Banyak produk yang berbeda dari ornamen tradisional Minangkabau yang digunakan di Rumah Gadang saat ini tersedia untuk dibeli. Salah satu ornamen tradisional orang Minangkabau adalah ukiran kayu. Rumah Gadang, Rangkiang, Masjid-Surau, dan Balai Adat menampilkan keindahan dan kemegahan seni ukir tradisional Minangkabau. Kehadirannya di Rumah Gadang, rumah adat masyarakat Minangkabau bersuku-suku, secara tidak langsung menunjukkan status ekonomi dan sosial kaum tersebut, serta keberadaan dan peran panghulu kaum tersebut di masyarakat.Â
Ornamen Rumah Gadang dan bangunan tradisional Minangkabau lainnya terdiri dari ukiran motif abstrak dari benda, flora, dan fauna. Filosofi adat Minangkabau, yang dikenal sebagai “Adat basandi syarak” atau “Adat basandi kitabullah”, memiliki hubungan dengan motif-motif ini. Ukiran-ukiran ini diiringi oleh pepatah-petitih, yang dapat berfungsi sebagai cara untuk mentransfer nilai-nilai dan kebiasaan lokal kepada generasi berikutnya. Motif tersebut ditempatkan dengan cermat pada Rumah Gadang dan objek lainnya, sehingga fungsi dan makna masing-masing motif sangat sesuai dengan media penerapannya.Â
Nama-nama dan makna motif Minangkabau menggambarkan kehidupan sosial masyarakat yang digunakan sebagai acuan dalam hidup sehari-hari.
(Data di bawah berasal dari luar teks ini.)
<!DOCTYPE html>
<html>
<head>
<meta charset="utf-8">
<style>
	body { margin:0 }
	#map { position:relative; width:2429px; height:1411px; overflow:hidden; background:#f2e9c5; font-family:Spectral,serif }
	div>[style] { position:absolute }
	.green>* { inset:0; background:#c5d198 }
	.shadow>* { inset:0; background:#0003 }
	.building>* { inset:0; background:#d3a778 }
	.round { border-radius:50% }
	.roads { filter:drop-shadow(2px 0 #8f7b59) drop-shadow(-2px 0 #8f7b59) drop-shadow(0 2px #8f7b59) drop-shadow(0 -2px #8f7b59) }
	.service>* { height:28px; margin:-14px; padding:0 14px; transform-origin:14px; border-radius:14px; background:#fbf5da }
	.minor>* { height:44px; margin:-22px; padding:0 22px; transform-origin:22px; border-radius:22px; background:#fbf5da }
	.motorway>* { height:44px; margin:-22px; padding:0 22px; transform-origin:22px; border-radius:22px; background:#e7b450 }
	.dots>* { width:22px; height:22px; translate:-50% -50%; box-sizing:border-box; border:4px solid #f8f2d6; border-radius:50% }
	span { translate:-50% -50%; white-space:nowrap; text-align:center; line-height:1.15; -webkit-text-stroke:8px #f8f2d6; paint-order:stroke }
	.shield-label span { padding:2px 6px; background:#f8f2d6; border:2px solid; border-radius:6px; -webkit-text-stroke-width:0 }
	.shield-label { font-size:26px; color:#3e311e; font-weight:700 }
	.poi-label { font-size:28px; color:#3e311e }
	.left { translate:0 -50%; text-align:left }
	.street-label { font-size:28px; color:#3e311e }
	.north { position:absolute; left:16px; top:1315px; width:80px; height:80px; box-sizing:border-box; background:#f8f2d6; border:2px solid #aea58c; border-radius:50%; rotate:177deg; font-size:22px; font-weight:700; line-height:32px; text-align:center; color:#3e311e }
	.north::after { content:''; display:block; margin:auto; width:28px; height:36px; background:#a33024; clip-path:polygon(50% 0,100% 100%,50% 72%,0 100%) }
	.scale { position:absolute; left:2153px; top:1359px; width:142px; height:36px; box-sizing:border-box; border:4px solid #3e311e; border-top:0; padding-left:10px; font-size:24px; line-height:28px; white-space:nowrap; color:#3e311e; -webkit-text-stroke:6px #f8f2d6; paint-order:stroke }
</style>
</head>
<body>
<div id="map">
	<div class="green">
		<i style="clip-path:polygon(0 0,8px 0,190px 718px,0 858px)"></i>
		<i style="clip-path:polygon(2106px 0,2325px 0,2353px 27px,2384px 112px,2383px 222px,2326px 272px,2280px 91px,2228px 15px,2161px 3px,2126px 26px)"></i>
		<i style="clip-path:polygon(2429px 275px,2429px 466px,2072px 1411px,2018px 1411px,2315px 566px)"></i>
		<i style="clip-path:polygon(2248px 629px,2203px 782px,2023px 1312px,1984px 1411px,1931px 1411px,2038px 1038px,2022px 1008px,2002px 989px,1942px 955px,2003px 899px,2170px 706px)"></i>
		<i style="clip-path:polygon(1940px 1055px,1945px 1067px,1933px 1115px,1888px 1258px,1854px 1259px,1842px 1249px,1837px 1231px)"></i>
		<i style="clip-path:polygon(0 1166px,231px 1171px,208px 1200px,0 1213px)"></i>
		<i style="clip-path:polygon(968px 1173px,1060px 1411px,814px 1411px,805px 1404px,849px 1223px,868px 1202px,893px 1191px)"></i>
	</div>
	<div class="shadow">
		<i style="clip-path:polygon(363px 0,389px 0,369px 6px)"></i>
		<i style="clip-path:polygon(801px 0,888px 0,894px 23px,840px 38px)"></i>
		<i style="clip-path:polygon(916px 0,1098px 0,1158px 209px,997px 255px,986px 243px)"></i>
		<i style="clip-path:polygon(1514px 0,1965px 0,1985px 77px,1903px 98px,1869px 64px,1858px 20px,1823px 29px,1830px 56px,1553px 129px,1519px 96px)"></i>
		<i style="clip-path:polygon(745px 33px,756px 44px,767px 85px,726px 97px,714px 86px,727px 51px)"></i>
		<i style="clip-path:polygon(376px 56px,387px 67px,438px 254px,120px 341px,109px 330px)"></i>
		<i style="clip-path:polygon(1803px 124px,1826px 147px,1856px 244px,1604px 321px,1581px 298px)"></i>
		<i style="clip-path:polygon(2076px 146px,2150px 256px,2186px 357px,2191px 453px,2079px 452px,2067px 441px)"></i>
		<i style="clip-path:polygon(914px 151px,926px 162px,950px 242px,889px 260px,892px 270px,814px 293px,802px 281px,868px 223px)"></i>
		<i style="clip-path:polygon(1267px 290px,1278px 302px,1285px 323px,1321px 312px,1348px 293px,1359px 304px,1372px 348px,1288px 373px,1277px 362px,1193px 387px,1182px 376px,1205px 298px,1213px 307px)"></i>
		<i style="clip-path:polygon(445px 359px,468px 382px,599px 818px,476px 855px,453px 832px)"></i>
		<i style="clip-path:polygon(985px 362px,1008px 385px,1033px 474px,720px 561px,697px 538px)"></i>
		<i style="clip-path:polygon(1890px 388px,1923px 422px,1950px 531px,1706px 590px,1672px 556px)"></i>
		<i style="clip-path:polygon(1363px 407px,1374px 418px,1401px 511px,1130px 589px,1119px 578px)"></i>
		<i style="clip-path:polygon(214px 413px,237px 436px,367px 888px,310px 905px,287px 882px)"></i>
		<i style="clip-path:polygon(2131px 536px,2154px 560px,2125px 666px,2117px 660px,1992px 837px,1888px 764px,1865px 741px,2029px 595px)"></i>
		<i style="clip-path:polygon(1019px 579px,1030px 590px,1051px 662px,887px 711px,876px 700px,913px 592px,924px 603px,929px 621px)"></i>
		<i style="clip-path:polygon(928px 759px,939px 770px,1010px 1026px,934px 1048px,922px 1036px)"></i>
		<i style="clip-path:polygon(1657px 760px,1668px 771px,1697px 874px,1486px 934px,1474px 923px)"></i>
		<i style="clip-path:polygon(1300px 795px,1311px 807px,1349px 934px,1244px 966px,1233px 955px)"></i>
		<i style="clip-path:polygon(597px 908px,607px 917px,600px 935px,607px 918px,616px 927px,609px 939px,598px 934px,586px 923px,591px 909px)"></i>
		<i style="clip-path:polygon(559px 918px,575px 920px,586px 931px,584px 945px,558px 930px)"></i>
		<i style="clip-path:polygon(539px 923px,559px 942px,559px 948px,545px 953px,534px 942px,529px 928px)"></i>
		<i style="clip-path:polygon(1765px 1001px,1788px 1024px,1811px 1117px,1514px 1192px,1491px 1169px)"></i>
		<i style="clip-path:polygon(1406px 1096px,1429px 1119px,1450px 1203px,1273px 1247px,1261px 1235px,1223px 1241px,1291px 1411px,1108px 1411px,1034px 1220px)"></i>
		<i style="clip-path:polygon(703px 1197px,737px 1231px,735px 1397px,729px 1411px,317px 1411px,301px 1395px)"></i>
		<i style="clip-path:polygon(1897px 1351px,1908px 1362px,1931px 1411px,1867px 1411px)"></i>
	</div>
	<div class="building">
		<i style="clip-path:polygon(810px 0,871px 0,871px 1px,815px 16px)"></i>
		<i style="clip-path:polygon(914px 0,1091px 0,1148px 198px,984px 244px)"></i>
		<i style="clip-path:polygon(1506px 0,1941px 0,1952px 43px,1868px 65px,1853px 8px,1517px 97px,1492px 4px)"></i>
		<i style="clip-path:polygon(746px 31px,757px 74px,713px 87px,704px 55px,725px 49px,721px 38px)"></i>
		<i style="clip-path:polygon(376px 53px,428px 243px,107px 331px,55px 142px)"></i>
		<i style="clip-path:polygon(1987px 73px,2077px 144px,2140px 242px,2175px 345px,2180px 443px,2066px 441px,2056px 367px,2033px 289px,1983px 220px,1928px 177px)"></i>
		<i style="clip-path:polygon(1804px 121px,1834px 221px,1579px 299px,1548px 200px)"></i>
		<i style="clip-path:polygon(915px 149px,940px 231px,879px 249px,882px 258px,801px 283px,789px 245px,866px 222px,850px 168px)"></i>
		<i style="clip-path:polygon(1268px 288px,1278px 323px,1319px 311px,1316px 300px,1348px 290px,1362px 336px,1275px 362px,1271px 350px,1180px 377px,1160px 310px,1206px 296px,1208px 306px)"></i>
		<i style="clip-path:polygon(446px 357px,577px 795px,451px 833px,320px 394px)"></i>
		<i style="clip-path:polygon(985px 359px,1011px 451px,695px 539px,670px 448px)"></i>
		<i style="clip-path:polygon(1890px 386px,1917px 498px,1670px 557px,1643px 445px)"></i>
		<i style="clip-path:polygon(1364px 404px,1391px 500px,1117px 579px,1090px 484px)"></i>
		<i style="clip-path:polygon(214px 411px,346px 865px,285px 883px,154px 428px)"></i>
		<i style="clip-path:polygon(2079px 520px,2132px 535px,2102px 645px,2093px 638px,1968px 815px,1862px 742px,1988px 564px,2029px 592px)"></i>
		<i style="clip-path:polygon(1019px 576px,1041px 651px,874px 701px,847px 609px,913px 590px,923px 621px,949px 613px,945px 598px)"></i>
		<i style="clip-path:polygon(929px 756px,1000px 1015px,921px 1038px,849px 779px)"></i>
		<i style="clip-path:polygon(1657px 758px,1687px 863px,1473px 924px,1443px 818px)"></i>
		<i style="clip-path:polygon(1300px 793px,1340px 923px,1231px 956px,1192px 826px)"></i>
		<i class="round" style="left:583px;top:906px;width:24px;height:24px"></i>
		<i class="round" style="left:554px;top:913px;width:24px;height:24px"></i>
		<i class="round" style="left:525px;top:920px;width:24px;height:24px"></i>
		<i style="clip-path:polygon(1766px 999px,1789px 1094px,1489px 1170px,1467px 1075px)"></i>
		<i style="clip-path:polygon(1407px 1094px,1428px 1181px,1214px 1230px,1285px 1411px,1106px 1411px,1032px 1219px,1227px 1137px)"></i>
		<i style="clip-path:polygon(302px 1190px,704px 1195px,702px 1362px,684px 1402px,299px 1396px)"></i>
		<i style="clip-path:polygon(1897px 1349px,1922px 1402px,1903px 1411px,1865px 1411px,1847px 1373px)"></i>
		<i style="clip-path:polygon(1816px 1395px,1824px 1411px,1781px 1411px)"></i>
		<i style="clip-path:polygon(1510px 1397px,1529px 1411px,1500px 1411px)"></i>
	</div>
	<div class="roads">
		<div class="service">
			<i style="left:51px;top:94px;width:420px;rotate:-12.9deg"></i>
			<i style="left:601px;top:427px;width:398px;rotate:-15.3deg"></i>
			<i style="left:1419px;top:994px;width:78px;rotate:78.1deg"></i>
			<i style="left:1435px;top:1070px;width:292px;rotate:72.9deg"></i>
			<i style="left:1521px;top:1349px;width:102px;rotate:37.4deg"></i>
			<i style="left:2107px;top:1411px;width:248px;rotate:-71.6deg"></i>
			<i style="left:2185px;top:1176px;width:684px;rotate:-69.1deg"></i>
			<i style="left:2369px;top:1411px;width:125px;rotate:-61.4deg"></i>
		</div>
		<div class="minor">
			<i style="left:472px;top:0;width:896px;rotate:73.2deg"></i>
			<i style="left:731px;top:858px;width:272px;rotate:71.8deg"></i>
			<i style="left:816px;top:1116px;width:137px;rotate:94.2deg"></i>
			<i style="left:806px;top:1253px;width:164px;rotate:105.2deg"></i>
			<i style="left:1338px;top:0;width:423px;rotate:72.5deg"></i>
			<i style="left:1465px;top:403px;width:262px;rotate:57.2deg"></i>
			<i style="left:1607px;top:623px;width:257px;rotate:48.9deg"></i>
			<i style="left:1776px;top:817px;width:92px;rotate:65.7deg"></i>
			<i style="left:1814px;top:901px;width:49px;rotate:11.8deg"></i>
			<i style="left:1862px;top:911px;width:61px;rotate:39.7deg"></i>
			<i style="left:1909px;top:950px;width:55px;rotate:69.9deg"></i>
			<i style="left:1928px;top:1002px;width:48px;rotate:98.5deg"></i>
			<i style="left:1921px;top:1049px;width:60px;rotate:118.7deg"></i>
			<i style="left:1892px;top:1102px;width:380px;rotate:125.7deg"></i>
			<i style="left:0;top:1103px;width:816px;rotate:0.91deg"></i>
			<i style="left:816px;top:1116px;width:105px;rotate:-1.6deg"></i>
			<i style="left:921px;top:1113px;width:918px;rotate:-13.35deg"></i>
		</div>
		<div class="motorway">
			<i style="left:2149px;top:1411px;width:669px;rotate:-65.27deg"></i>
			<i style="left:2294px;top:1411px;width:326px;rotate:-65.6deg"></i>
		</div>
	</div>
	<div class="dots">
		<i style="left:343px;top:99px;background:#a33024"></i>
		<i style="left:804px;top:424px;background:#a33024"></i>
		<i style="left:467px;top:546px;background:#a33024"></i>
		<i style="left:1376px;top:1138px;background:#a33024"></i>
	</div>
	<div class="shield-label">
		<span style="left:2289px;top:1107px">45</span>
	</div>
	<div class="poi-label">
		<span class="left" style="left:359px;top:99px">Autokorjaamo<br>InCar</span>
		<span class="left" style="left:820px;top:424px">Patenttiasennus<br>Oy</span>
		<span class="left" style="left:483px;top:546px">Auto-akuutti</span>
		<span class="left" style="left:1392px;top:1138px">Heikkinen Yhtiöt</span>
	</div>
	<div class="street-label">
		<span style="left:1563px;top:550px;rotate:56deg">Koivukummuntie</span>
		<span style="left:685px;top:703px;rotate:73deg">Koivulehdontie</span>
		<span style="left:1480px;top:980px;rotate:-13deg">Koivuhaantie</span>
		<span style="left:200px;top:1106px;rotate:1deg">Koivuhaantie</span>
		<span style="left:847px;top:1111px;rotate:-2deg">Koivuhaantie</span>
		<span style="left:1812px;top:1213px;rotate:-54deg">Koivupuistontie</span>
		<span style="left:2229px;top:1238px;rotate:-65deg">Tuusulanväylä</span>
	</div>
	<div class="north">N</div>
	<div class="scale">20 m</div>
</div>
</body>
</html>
Kehidupan sosial masyarakat dapat terlihat dari nama dan makna motif yang bersumber dari flora dan fauna. Tata nilai dan adat-istiadat tergambar dari nama dan makna motif yang bersumber dari petatah-petitih.
Perkembangan Pelaminan Minangkabau
Seiring perkembangan tren pelaminan, dasar atau rangka pelaminan berkembang dan kemudian menjadi lebih dominan. Selain itu, aksesori seperti sketsel, partisi, gerbang, architrave, pilar, dan foto booth juga meningkat. Mereka tidak lagi ditempatkan secara permanen di rumah adat karena banyaknya komponen baru. Pernikahan dan acara lainnya, yang lebih insidental dan lebih mengedepankan seremonial, membutuhkan tempat yang luas, seperti gedung pertemuan, aula, lapangan, atau bahkan jalan. Untuk menghindari hal ini, dekorasi pelaminan dibuat dari bahan dan media yang ringan yang mudah dibongkar pasang. Digunakanlah karet spon EVA untuk ukiran ornamen Minang untuk dekorasi pelaminannya.
Meskipun ukiran ornamen tradisional Minangkabau untuk pelaminan bukanlah komponen utama dari set pelaminan, keberadaannya tetap penting sebagai pusat perhatian dalam dekorasi dan kelengkapan pelaminan karena kekhasan bentuk motif, warna, struktur, dan penempatannya. Bentuk gonjong, misalnya, dapat menambah nuansa Minangkabau.